What the task asks:
Provide nothing except how many lines of the data contain the word "Залесная".

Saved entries
= Beginning of Section =

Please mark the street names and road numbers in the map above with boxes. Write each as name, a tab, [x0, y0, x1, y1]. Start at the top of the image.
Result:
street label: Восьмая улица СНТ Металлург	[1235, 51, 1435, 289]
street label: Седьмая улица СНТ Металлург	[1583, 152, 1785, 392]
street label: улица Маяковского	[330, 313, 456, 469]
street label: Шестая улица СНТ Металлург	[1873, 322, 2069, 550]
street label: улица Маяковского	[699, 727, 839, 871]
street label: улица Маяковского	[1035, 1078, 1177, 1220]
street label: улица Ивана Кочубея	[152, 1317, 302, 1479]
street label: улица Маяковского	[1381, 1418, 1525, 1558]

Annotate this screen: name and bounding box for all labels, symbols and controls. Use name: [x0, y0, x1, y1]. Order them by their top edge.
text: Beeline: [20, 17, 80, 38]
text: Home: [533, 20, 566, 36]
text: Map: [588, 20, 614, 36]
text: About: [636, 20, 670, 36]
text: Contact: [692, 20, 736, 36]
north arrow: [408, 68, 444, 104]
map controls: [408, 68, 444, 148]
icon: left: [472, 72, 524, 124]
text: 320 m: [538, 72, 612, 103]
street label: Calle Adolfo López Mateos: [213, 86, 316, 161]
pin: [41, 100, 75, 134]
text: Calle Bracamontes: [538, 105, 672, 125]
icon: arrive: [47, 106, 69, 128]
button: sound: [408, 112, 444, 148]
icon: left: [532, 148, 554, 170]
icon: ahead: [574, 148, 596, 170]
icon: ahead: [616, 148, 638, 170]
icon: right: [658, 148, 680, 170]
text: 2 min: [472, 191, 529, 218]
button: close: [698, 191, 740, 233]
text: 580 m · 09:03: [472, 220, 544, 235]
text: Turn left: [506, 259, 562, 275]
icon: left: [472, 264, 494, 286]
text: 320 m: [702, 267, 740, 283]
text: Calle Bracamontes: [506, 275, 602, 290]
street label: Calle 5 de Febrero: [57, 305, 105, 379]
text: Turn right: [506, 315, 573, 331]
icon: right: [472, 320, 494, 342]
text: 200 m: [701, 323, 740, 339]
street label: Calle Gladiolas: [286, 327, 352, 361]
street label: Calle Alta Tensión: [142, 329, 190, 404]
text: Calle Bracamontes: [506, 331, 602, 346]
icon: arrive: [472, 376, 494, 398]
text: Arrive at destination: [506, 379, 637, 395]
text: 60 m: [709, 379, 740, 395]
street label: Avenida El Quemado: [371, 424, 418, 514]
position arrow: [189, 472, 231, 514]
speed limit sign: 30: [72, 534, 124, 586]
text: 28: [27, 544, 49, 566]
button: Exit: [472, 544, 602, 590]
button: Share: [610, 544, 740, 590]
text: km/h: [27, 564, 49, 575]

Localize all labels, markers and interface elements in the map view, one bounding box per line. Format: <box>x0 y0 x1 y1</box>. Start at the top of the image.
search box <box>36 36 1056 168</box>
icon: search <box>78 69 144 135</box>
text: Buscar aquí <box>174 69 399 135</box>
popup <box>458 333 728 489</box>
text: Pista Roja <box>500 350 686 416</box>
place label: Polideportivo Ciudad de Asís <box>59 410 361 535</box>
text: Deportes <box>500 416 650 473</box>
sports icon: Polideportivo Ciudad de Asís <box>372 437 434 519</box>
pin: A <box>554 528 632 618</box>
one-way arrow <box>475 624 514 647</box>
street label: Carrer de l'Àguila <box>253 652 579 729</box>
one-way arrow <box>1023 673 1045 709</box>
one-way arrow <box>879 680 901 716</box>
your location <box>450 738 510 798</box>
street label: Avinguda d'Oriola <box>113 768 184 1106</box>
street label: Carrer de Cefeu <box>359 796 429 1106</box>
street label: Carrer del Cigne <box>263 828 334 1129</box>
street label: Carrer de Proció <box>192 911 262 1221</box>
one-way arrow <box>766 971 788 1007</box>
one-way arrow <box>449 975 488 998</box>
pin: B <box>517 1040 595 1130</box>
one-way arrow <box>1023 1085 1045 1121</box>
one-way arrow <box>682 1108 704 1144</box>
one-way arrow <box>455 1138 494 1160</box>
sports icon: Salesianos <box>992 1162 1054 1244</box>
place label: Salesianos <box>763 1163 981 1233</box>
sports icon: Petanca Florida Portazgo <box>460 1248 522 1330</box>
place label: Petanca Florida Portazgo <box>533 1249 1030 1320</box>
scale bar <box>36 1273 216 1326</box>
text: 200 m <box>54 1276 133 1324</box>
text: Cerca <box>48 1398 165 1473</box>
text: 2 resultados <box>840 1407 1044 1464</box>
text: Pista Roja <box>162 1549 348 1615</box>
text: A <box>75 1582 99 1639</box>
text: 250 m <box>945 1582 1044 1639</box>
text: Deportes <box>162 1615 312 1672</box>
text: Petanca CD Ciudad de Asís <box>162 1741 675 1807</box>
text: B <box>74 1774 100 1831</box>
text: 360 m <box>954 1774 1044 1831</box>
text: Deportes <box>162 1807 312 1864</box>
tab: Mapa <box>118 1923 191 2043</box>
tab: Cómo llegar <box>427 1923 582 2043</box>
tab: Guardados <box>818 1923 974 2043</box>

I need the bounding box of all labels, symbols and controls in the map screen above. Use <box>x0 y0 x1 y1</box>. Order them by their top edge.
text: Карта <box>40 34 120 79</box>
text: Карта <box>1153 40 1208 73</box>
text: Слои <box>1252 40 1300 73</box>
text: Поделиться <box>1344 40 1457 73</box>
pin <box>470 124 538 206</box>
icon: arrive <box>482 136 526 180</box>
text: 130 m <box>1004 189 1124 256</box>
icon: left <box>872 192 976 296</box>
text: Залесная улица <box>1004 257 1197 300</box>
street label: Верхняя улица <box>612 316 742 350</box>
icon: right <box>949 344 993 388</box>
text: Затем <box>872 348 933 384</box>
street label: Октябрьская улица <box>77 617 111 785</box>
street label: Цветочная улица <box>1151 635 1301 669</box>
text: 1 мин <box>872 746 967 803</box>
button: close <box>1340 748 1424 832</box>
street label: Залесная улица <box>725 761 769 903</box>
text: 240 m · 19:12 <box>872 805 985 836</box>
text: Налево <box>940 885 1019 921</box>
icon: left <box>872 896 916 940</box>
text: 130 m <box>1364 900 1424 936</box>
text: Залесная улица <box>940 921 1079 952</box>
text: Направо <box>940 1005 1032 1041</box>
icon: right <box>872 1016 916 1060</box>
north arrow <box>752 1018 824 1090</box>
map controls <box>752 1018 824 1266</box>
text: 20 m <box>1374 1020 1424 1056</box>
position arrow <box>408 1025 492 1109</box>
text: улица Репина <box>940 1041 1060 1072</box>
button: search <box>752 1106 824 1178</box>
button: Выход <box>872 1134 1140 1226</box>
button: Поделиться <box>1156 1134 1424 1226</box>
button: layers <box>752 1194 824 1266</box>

= End of Section =

Task result:
3